Reforme cd Blog Sécurité Opération « Ndobo » : plus de 400 présumés kuluna arrêtés à Kinshasa
Sécurité

Opération « Ndobo » : plus de 400 présumés kuluna arrêtés à Kinshasa

Les autorités congolaises ont renforcé les actions de lutte contre l’insécurité urbaine à Kinshasa en ce début d’année 2026. Le jeudi 1ᵉʳ janvier, le Vice-Premier ministre et ministre de l’Intérieur, de la Sécurité, de la Décentralisation et des Affaires coutumières, Shabani Lukoo Bihango Jacquemain, a effectué une visite d’inspection dans plusieurs commissariats de la capitale, dans le cadre de l’opération sécuritaire dénommée « Ndobo ».

Lancée par le gouvernement, cette opération a pour objectif de consolider les capacités opérationnelles de la Police nationale congolaise (PNC) à travers un appui technique et financier, afin de faire face à la recrudescence du banditisme urbain, notamment les violences attribuées aux groupes communément appelés kuluna.

La tournée du Vice-Premier ministre visait à évaluer l’application effective des mesures sécuritaires prises par la PNC/Ville de Kinshasa, en particulier l’intensification des patrouilles et les opérations ciblées d’interpellation, dans le but d’assurer la protection des populations durant les festivités de fin d’année.

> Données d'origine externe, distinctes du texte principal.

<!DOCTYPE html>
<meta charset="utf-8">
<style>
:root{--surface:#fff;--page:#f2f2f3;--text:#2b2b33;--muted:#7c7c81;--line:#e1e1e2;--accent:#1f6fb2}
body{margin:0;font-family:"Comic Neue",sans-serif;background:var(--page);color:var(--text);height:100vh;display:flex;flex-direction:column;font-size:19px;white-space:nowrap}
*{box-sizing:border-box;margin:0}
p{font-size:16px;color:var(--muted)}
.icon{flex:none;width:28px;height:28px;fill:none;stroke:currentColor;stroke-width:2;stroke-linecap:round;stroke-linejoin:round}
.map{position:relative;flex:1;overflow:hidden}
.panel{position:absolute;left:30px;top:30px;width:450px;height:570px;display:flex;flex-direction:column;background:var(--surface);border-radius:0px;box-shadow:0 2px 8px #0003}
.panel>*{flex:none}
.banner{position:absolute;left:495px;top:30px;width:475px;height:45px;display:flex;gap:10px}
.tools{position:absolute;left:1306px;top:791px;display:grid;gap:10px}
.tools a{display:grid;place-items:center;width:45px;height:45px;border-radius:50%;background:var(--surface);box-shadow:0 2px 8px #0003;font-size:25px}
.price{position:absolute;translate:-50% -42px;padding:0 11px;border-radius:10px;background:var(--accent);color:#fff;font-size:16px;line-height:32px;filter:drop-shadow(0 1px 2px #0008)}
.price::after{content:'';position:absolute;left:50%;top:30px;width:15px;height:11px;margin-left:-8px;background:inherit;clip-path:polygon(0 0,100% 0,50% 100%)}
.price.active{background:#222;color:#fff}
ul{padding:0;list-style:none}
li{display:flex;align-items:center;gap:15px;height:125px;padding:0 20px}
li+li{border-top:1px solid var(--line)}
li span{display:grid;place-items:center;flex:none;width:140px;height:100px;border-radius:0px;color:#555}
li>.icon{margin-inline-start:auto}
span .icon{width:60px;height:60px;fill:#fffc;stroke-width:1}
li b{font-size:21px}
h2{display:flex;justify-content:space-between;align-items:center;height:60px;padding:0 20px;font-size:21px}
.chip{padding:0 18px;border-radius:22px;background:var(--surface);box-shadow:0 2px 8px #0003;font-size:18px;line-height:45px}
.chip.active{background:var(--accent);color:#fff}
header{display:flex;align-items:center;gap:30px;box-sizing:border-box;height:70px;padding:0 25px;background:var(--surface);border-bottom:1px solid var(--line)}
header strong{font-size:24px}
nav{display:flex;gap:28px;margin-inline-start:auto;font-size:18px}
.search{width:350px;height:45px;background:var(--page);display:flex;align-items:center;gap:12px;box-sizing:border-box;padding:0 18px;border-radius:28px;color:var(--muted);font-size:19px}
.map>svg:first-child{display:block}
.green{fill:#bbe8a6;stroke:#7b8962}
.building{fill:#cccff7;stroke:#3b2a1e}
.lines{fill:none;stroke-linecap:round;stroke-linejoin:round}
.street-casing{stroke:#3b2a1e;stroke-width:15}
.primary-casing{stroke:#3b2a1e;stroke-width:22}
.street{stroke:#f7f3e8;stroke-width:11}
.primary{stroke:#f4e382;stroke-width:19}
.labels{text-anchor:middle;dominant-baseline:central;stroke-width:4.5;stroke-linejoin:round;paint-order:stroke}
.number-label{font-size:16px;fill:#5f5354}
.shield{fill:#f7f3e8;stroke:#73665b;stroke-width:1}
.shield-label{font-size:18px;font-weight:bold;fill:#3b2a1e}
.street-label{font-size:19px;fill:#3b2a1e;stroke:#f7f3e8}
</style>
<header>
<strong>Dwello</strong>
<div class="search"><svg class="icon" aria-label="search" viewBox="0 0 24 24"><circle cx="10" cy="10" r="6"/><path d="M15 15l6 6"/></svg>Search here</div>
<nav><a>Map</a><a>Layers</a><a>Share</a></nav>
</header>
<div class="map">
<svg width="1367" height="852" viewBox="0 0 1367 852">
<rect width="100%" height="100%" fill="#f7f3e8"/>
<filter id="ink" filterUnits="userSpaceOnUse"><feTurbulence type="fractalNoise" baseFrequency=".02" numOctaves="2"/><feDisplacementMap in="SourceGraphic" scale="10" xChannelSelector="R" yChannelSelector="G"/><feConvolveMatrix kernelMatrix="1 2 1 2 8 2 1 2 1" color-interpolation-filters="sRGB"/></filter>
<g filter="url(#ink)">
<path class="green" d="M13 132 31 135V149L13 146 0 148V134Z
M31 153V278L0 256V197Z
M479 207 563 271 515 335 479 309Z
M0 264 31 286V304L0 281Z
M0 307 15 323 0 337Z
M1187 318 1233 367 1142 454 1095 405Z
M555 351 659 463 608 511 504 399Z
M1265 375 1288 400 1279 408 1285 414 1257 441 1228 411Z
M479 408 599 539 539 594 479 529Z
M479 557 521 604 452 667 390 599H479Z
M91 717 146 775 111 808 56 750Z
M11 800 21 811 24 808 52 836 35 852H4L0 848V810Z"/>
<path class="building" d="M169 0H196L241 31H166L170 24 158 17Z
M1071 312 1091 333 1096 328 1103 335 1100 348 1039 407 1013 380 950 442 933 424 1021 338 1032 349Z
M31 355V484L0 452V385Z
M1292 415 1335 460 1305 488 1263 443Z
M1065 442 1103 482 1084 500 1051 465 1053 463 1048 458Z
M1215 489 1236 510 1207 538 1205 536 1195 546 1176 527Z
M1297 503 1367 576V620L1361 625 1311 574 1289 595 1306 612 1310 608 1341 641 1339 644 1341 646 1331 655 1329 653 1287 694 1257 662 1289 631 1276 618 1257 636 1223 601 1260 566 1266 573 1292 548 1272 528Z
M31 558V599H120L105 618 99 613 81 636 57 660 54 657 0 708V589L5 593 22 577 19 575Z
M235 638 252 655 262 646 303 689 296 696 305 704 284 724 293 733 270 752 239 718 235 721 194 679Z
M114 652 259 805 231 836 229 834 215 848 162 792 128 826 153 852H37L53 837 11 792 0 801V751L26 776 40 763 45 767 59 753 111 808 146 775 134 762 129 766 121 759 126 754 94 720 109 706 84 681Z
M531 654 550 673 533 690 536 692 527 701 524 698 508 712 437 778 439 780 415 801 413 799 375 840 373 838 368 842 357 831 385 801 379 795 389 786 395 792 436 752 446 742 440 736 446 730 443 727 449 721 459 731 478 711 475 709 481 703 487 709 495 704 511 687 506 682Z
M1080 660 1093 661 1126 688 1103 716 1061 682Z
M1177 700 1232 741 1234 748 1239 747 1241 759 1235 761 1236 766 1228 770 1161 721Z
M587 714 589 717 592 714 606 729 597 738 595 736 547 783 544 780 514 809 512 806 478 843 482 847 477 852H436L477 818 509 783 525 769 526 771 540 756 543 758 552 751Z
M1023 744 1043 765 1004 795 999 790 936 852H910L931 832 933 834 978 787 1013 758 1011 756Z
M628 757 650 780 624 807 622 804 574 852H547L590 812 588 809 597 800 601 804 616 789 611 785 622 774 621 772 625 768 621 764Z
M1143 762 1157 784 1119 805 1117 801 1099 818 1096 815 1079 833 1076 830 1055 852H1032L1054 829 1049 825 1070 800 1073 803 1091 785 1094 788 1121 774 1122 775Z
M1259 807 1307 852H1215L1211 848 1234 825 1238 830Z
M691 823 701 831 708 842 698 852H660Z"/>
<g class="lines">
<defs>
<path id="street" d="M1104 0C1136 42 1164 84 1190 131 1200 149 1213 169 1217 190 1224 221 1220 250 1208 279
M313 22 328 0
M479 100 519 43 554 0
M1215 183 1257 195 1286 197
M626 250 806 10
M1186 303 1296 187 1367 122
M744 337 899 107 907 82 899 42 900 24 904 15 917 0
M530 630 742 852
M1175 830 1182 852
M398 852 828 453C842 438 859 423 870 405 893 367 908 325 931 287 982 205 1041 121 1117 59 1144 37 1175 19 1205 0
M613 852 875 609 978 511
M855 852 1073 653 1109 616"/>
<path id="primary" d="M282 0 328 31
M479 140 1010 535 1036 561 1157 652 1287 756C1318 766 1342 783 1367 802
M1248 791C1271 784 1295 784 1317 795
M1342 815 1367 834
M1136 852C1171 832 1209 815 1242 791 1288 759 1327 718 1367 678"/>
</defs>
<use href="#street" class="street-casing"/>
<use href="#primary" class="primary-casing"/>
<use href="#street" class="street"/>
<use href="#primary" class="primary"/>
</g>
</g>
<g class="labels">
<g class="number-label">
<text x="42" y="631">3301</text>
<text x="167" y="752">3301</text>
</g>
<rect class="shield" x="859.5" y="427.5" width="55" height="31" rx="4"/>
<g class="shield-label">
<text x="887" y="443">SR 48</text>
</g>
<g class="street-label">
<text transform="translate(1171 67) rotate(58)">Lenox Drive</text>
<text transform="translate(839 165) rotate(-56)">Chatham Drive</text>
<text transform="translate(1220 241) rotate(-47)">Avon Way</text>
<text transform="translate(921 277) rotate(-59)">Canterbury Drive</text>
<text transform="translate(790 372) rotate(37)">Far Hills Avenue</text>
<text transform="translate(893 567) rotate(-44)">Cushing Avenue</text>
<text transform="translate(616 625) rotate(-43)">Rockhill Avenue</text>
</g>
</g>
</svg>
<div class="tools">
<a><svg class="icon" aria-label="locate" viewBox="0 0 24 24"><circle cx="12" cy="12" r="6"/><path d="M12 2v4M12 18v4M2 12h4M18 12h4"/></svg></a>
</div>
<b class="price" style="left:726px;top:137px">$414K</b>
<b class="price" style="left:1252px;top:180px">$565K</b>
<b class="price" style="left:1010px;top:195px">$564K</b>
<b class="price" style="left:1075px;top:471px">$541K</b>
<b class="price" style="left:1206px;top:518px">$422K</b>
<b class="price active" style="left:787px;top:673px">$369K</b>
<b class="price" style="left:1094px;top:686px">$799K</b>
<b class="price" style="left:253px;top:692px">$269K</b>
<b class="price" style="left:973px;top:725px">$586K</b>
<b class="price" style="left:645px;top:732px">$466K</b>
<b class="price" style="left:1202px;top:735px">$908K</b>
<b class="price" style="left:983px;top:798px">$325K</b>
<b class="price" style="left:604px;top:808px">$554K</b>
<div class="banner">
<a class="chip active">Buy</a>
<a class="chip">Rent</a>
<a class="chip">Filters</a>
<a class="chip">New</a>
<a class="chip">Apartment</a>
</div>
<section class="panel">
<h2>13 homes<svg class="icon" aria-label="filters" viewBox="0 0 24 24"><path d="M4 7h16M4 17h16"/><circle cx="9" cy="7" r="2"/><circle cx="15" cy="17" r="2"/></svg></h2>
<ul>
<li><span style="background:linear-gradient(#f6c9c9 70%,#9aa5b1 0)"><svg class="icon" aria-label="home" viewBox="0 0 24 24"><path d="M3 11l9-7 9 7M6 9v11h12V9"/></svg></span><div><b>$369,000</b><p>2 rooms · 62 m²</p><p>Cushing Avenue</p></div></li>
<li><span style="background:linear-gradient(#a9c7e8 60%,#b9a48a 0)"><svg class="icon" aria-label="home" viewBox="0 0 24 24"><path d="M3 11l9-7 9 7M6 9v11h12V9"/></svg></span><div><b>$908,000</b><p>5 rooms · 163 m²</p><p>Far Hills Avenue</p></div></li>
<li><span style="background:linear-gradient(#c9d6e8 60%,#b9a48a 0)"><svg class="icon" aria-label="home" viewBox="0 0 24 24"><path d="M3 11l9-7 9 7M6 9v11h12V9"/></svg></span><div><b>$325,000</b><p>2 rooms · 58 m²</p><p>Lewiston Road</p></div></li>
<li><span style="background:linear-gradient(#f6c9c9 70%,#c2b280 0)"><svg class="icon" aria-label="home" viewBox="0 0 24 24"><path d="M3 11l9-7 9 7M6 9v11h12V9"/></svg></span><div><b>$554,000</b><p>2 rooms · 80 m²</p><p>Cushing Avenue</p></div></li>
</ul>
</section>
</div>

Les résultats enregistrés font état de nombreuses arrestations. À Mont-Ngafula, 45 présumés kuluna ont été interpellés, tandis que 30 autres suspects ont été arrêtés à Kintambo. Au commissariat urbain de la Gombe, installé au camp Lufungula, une quarantaine de personnes ont également été mises aux arrêts.

Dans le district de la Funa, à Kalamu, 51 présumés bandits ont été appréhendés. À Mont-Amba, dans la commune de Limete, la police a procédé à l’arrestation de 56 suspects. La tournée s’est achevée dans le district de la Tshangu, à Masina, où 242 présumés kuluna ont été interpellés.

Au total, 424 personnes ont été arrêtées au cours de cette seule journée d’inspection. Selon le ministère de l’Intérieur, ces interpellations portent à près de 8 000 le nombre de présumés criminels arrêtés depuis le lancement de l’opération « Ndobo » en décembre 2024, aujourd’hui étendue à dix provinces du pays.

Les personnes interpellées devront être présentées devant les juridictions compétentes dans le cadre d’audiences foraines, afin que chaque cas soit examiné conformément à la loi. Le gouvernement réaffirme sa détermination à poursuivre cette opération en vue de restaurer durablement la sécurité urbaine.